Tomando como referencia un pescado, fijémonos en la naturaleza de ambos pilares. El pescado,tiene un coste inmediato, tiene una merma importante de crudo a cocinado, va acompañado de guarnición, lleva un tiempo reseñable de elaboración y tiene un riesgo de venta urgente por criterios de calidad (evitar que haya que tirarlo por ponerse malo). Todo ésto para conseguir unos beneficios por ración de 10 Euros (unos restaurantes más, otros menos).
Vamos con el vino, su cargo suele realizarse a mes vencido, no de manera inmediata como en el caso del pescado, no necesita de cuidados excepcionales, excepto los de una adecuada conservación, en esas buenas condiciones, puede aguantar desde un año hasta un montón de años. Con todo y con eso una botella de vino en el restaurante se nos suele atragantar como las espinas del congrio en la garganta cuando por un tempranillo que cuesta 15 Euros, se empeñan en los restaurantes en cobrarnos 50.

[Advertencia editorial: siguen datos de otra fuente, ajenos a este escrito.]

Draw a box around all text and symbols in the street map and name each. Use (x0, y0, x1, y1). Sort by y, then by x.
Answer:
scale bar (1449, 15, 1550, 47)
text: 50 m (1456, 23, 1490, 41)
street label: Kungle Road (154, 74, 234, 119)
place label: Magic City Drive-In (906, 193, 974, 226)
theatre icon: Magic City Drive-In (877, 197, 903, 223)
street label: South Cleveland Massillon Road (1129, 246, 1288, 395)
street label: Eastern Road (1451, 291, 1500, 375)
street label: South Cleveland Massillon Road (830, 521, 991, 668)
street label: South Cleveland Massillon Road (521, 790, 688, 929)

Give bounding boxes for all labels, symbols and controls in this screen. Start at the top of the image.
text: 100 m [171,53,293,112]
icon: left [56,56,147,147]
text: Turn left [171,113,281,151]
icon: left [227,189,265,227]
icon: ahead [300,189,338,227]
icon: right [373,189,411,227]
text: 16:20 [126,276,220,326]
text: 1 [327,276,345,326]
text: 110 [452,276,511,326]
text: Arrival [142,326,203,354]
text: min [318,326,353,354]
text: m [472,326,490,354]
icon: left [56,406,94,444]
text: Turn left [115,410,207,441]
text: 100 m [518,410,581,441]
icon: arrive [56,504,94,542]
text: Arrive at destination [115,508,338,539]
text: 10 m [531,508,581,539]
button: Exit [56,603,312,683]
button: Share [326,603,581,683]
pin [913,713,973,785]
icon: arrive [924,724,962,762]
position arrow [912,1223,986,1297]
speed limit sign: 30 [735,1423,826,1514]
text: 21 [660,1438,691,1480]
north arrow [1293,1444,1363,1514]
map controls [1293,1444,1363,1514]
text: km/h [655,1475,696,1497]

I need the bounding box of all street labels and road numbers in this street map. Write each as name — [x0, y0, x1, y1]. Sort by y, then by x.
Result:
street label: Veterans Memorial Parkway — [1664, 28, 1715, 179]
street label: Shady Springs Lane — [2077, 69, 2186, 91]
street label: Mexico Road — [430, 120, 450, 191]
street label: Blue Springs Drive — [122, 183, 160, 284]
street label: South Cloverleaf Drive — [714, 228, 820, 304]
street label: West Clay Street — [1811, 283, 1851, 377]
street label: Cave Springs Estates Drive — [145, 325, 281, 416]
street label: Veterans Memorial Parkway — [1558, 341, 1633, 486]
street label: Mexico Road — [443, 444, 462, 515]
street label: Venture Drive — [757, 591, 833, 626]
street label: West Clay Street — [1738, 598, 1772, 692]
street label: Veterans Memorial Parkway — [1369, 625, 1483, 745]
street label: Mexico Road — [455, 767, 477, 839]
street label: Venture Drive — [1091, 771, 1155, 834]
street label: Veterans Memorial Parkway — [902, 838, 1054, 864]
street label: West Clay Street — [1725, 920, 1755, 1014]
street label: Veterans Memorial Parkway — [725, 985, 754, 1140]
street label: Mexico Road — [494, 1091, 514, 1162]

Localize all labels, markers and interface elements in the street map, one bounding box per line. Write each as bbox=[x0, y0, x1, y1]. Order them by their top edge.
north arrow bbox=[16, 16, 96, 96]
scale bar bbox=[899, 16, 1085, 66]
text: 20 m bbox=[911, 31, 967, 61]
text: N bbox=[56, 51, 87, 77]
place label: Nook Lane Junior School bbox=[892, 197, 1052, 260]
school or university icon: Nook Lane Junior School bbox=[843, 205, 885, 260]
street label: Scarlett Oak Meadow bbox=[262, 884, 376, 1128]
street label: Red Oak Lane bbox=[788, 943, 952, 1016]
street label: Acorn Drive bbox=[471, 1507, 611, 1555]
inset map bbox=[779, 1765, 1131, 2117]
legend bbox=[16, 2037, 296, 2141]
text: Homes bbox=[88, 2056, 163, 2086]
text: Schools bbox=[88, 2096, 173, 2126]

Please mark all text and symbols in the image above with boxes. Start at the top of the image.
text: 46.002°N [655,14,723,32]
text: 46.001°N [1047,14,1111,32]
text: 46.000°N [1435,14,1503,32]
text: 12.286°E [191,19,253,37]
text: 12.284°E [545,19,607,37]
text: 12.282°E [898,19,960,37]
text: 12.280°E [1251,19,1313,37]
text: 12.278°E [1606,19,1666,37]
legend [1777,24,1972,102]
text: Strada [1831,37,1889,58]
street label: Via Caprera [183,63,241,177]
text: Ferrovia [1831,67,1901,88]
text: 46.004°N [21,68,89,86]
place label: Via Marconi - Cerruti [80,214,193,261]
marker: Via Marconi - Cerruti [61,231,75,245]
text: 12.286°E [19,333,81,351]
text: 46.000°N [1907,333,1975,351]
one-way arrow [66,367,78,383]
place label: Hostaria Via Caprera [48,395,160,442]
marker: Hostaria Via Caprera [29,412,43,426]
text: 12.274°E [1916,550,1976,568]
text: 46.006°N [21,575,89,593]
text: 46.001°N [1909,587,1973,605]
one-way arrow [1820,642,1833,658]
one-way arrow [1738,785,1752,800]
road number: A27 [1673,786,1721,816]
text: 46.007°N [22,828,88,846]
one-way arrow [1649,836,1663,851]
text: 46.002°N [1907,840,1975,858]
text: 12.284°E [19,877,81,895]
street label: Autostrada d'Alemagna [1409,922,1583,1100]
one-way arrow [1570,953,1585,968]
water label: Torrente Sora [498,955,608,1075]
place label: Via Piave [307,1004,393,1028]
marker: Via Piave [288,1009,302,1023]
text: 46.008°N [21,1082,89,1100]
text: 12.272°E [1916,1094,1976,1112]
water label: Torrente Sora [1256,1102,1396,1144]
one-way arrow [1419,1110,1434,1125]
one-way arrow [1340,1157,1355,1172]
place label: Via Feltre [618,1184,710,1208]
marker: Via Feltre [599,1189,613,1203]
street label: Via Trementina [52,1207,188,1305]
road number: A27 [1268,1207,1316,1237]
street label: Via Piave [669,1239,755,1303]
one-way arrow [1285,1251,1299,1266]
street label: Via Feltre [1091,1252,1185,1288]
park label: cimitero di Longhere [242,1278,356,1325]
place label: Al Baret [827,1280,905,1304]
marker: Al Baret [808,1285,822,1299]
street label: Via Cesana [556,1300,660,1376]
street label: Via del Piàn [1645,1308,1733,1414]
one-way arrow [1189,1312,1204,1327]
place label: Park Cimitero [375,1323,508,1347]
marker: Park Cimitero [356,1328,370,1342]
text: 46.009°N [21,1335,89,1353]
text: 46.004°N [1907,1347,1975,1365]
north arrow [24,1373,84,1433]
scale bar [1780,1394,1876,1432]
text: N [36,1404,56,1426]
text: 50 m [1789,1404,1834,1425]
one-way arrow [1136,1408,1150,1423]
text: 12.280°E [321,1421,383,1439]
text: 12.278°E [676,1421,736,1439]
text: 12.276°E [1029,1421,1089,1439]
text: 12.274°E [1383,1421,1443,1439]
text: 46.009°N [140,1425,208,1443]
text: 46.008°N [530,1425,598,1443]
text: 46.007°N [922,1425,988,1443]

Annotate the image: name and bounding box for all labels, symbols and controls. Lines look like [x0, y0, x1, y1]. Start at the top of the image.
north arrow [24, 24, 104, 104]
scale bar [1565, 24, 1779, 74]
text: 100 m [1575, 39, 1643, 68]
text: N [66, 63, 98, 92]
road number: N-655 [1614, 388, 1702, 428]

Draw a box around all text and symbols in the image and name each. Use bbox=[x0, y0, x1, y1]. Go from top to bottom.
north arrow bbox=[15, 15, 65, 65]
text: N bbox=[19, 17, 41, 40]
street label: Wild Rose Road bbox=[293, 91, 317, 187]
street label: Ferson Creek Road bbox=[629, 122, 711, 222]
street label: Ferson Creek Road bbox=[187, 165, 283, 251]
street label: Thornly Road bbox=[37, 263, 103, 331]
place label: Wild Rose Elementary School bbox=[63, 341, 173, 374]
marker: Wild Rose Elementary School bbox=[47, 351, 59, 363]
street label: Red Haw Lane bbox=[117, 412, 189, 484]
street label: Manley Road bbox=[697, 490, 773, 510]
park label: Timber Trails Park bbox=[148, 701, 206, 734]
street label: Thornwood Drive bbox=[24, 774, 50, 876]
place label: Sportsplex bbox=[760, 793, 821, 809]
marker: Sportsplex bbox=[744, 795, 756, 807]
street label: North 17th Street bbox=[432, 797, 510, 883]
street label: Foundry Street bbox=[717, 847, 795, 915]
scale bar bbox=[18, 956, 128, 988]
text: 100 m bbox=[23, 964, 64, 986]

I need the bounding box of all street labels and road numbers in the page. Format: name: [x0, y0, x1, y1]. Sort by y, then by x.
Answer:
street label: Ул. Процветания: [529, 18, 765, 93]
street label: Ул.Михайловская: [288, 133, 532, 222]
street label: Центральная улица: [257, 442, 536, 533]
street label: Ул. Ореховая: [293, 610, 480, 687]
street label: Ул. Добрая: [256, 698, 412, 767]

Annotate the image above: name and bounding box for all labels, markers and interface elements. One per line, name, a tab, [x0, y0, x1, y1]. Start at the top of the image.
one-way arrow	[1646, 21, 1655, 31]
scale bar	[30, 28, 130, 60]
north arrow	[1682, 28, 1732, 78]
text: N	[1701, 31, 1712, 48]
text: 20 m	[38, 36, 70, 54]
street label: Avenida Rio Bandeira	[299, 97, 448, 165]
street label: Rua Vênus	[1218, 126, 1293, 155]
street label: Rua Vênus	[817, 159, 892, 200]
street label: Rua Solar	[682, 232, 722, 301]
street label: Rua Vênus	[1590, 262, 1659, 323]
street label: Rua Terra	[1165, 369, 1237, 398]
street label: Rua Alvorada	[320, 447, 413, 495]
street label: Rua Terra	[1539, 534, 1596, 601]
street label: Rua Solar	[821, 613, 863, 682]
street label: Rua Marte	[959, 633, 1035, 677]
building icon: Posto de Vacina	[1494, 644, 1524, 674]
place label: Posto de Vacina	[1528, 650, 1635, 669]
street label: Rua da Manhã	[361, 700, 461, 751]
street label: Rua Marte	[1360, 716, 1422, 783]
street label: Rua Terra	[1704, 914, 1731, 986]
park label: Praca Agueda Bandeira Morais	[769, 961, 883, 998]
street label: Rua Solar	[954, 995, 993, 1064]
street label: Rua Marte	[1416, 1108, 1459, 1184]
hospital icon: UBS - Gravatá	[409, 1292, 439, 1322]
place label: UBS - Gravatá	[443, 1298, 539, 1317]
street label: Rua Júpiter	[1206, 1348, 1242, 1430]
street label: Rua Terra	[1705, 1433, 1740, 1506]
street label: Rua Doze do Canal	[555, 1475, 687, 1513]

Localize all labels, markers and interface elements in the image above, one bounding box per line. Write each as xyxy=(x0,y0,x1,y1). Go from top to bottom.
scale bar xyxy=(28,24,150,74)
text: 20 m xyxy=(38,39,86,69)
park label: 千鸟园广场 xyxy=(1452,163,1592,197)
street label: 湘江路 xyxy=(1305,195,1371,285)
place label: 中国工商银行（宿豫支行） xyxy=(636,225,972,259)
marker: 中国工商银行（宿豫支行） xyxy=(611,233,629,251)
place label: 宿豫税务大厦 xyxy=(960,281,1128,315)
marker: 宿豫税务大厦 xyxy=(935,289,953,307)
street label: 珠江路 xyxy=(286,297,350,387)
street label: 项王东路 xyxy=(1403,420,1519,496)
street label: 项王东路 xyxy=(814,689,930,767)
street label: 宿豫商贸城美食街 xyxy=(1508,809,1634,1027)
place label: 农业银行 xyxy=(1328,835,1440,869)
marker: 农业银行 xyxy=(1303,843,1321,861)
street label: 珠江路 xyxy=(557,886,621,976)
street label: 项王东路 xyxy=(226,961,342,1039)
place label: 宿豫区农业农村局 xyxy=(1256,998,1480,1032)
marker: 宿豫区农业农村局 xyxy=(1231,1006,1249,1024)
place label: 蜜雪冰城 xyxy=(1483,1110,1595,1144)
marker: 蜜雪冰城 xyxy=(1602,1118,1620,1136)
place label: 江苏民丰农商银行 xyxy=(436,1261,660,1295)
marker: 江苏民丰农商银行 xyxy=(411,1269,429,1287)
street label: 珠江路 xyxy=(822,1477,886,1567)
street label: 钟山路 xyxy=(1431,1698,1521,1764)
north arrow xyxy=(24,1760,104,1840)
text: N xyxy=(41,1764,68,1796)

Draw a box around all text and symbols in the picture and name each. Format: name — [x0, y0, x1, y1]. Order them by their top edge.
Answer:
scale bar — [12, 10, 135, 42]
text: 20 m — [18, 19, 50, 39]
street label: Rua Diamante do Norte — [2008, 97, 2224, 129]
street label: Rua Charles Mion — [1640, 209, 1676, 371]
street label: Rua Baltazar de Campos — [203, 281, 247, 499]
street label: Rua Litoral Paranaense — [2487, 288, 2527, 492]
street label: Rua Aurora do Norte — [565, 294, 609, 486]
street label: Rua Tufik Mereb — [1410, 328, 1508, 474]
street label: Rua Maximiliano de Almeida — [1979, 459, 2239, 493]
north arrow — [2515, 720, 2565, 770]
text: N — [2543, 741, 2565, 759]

Puedo entender ese sobrecoste cuando frente a mí hay un profesional que se va a encargar de hacerme el servicio correcto, de asesorarme en el caso de que tenga dudas y de velar para que el caldo solicitado llegue en las apropiadas condiciones. Pero es que en la mayoría de lo casos el camarero se limita a abrir la botella y a ponerla en medio de la mesa.
Un vino que en tienda tiene un precio de 15 Euros adquirirlo al restaurante le costará 10, si se vende a 20 Euros todos contentos, El bodeguero, el comercial, el cliente y el restaurador, porque se venderá más.
El vino debería estar pensado como un elemento enriquecedor de la oferta del restaurante. Pero no como el elemento que se oferta para que se enriquezca el restaurante. Debería servir de soporte sobre el que apoyar una sólida oferta gastronómica, la comida sabe mejor acompañada de un buen vino, eso es un hecho, al final se vendería más y el beneficio sería el mismo, con una mayor rotación de géneros. Yo mismo me descubro en muchas ocasiones escogiendo los sitios a los que acudir a comer por la calidad de la carta de vinos.
Luego el empresario hostelero se queja de que no vende, pero claro, la culpa es de la crisis.